Liste des pôles étudiés
- Les 12 pôles étudiés ont été les suivants :
- Axelera (Lyon) : chimie verte et environnement.
- Arve-Industries Haute-Savoie Mont-Blanc (Cluses) : décolletage et mécatronique.
- Imaginove (Lyon) : métiers du cinéma, audiovisuel, multimédia et jeu vidéo.
- LyonBioPôle (Lyon) : santé, biochimie, bouclier sanitaire.
- Lyon Urban Truck & Bus (Lyon) : transport collectif en ville par bus et camions.
- Minalogic (Grenoble) : micro-nano technologies et logiciel embarqué.
- Plastipolis (Oyonnax) : plasturgie.
- Sporaltec (St Etienne) : sport, loisir et santé.
- Techtera (Lyon) : textile.
- Tenerrdis (Grenoble) : nouvelles technologies de l’énergie.
- Trimatec (Pont St-Esprit) : utilisation des technologies issues du nucléaire pour essaimage dans d’autres secteurs d’activité.

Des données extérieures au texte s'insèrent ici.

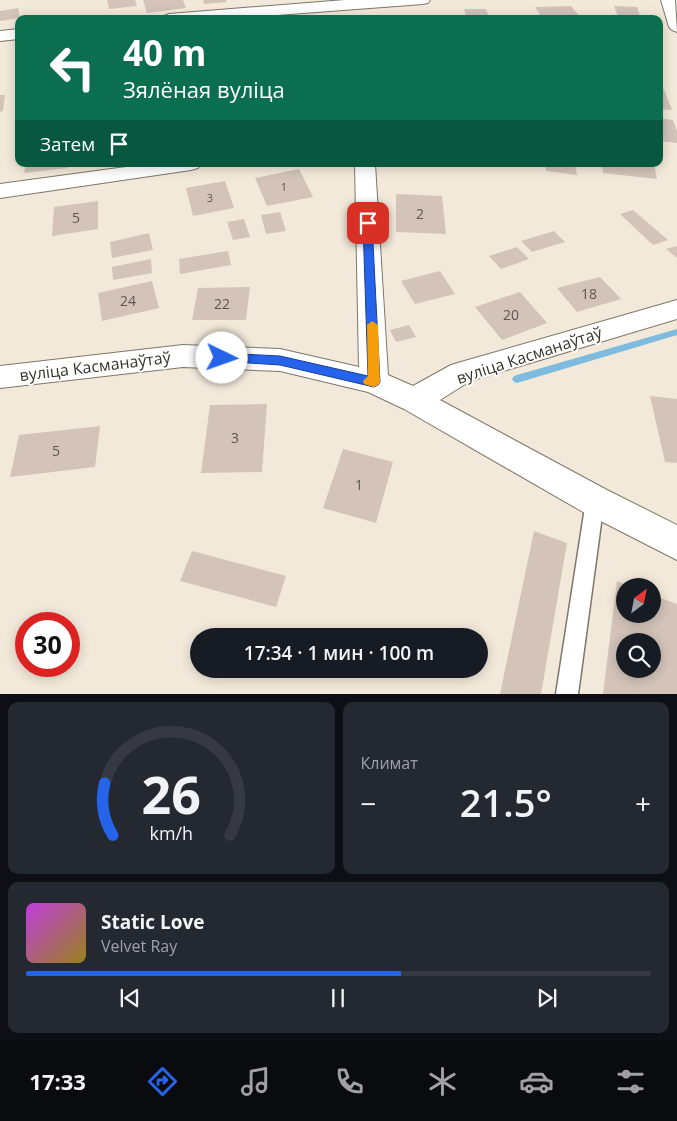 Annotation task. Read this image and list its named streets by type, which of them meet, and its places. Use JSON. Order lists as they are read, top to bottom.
{
  "streets": {
    "street": ["вуліца Касманаўтаў"]
  },
  "house_numbers": [
    "1",
    "3",
    "2",
    "5",
    "18",
    "24",
    "22",
    "20",
    "3",
    "5",
    "1"
  ],
  "north": "top right",
  "page": {
    "turn": ["40 m", "Зялёная вуліца"],
    "then": "Затем",
    "limit": "30",
    "trip": "17:34 · 1 мин · 100 m",
    "tile": "Климат",
    "heat": ["−", "21.5°", "+"],
    "song": ["Static Love", "Velvet Ray"],
    "tabs": "17:33",
    "gauge": ["26", "km/h"]
  }
} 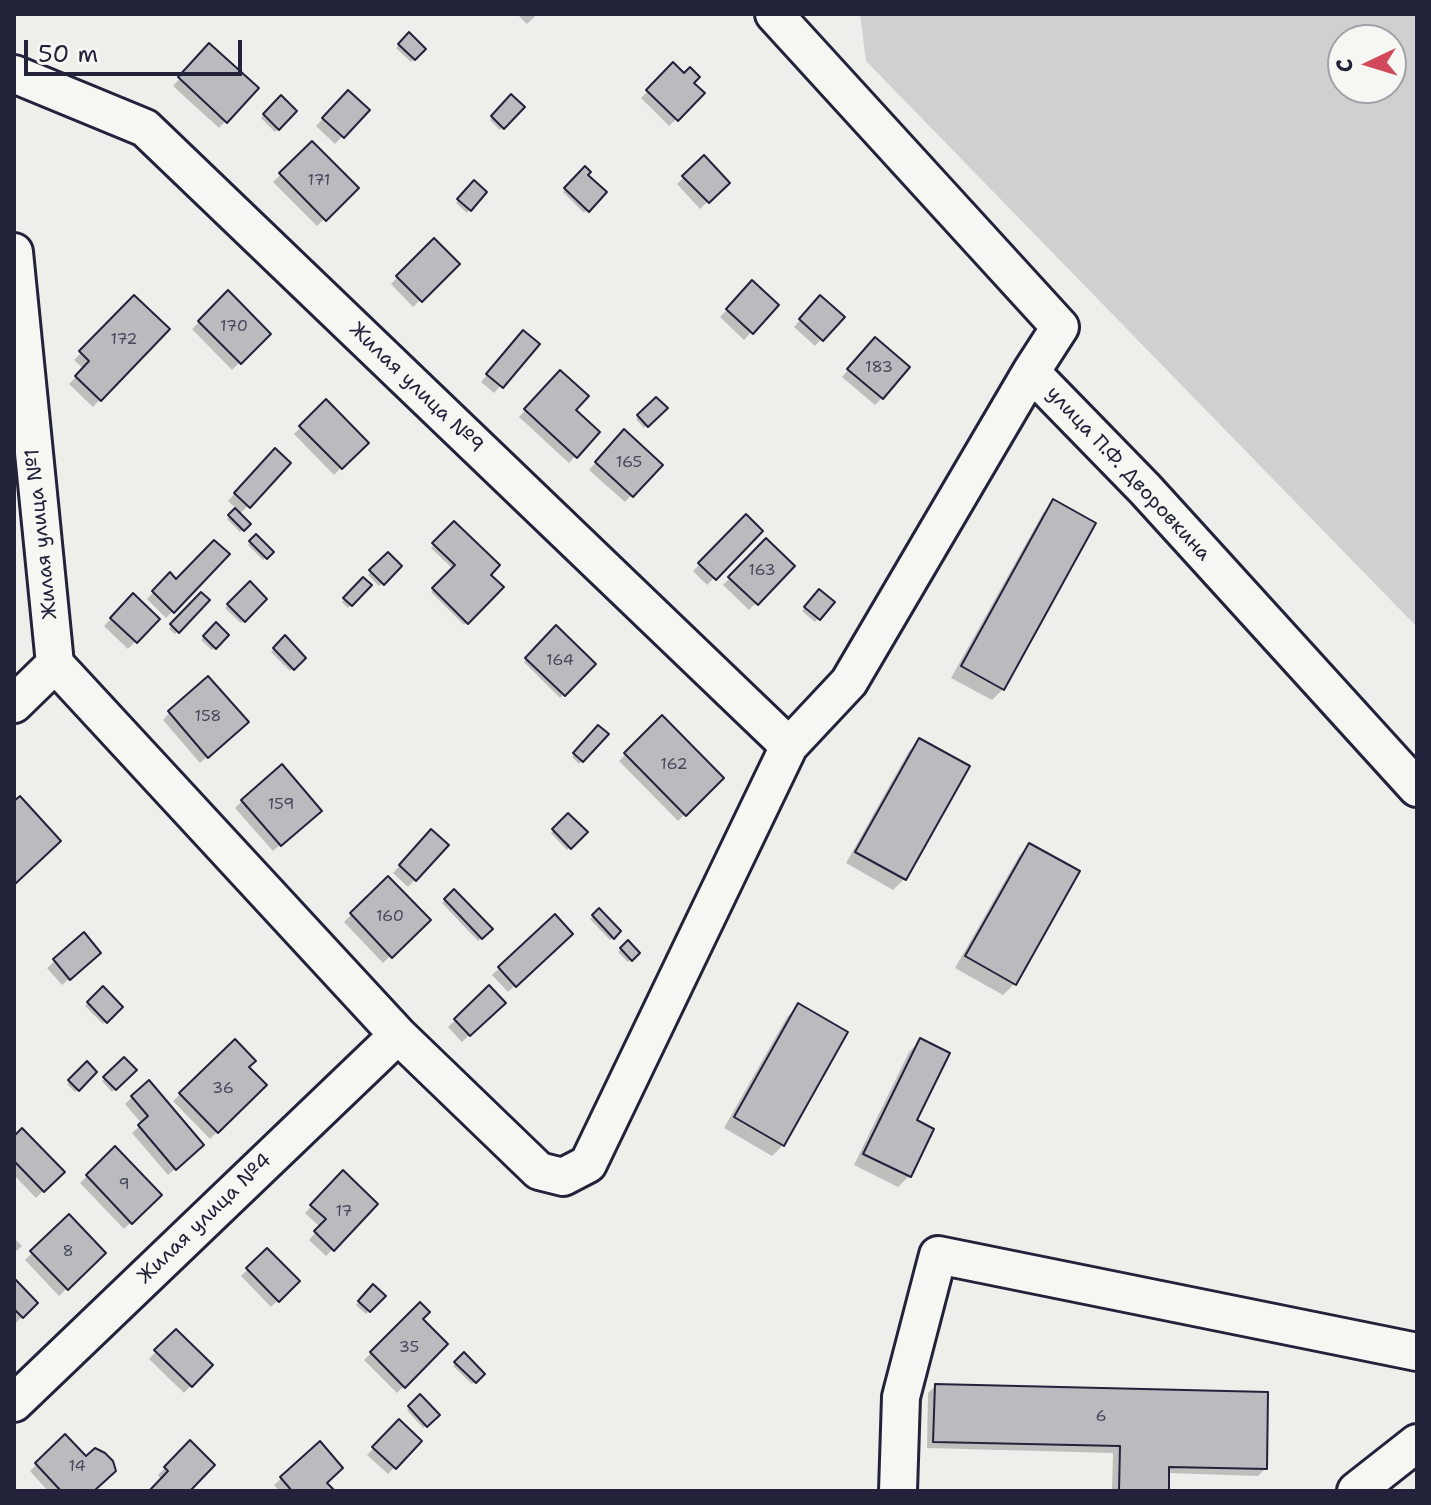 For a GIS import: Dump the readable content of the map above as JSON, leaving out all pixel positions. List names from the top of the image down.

- ViaMéca (St-Etienne) : transport, équipement industriel, haute technologie (sur 6 régions).
28Les observations ont été menées sur un mode qualitatif au travers de quatre moyens complémentaires :
- d’abord, une analyse des documents publics disponibles ainsi que ceux mis à disposition par les pôles : supports de communication papier ou internet, diapositives internes relatant une action déployée, etc. Ces documents ont permis d’identifier d’une part des intentions de gestion, d’autre part l’existence de dispositifs à cerner ensuite de plus près ;
- ensuite, la conduite de deux séries successives d’entretiens semi-directifs auprès d’une à trois personnes de chaque pôle rencontré : 17 entretiens au premier semestre 2009, puis 13 au premier semestre 2010. Le guide d’entretien comportait des questions sur le contexte et les ambitions spécifiques de chaque pôle, sur les pratiques et outils de GRH mis en œuvre, ainsi que sur la perception de leurs premiers résultats, en particulier lors de la seconde vague. Les premiers entretiens ont permis de préciser les intentions de gestion repérées dans les documents et de repérer avec quelles représentations et objectifs les acteurs mettaient en œuvre les dispositifs, tandis que les entretiens de la seconde vague étaient là pour identifier d’éventuels résultats ou au contraire abandons ;
- puis deux réunions d’échanges : le 26 novembre 2009 et le 9 février 2011 ont été réunies les personnes interrogées précédemment pour une restitution-discussion. 5 pôles rhonalpins et 1 pôle d’Ile-de-France (invité à titre de témoin extérieur) ont participé à la réunion de novembre 2009 au cours d’une journée complète ; 7 pôles étaient présents à la réunion de février 2011, qui a duré une demi-journée. Ces deux séances ont permis de projeter une cartographie des dispositifs et pratiques recensés, de les faire compléter et préciser, et d’engendrer de manière naturelle un échange de pratiques entre les porteurs de ces démarches. Ce type de restitution s’est révélé particulièrement riche : d’une part il nous a permis de valider « en direct » les descriptions et reformulations que nous avions émises, et d’autre part il nous permettait, via les interpellations mutuelles des praticiens entre eux, d’épurer les discours obtenus et de construire peu à peu une recherche collaborative ;
- enfin, nos observations directes ont pu être complétées par deux recherches doctorales, sources d’approfondissement pour certains dispositifs construits, respectivement dans les pôles Arve Industries Haute-Savoie Mont-Blanc (Mazzilli, 2011) et Minalogic (Calamel, 2012).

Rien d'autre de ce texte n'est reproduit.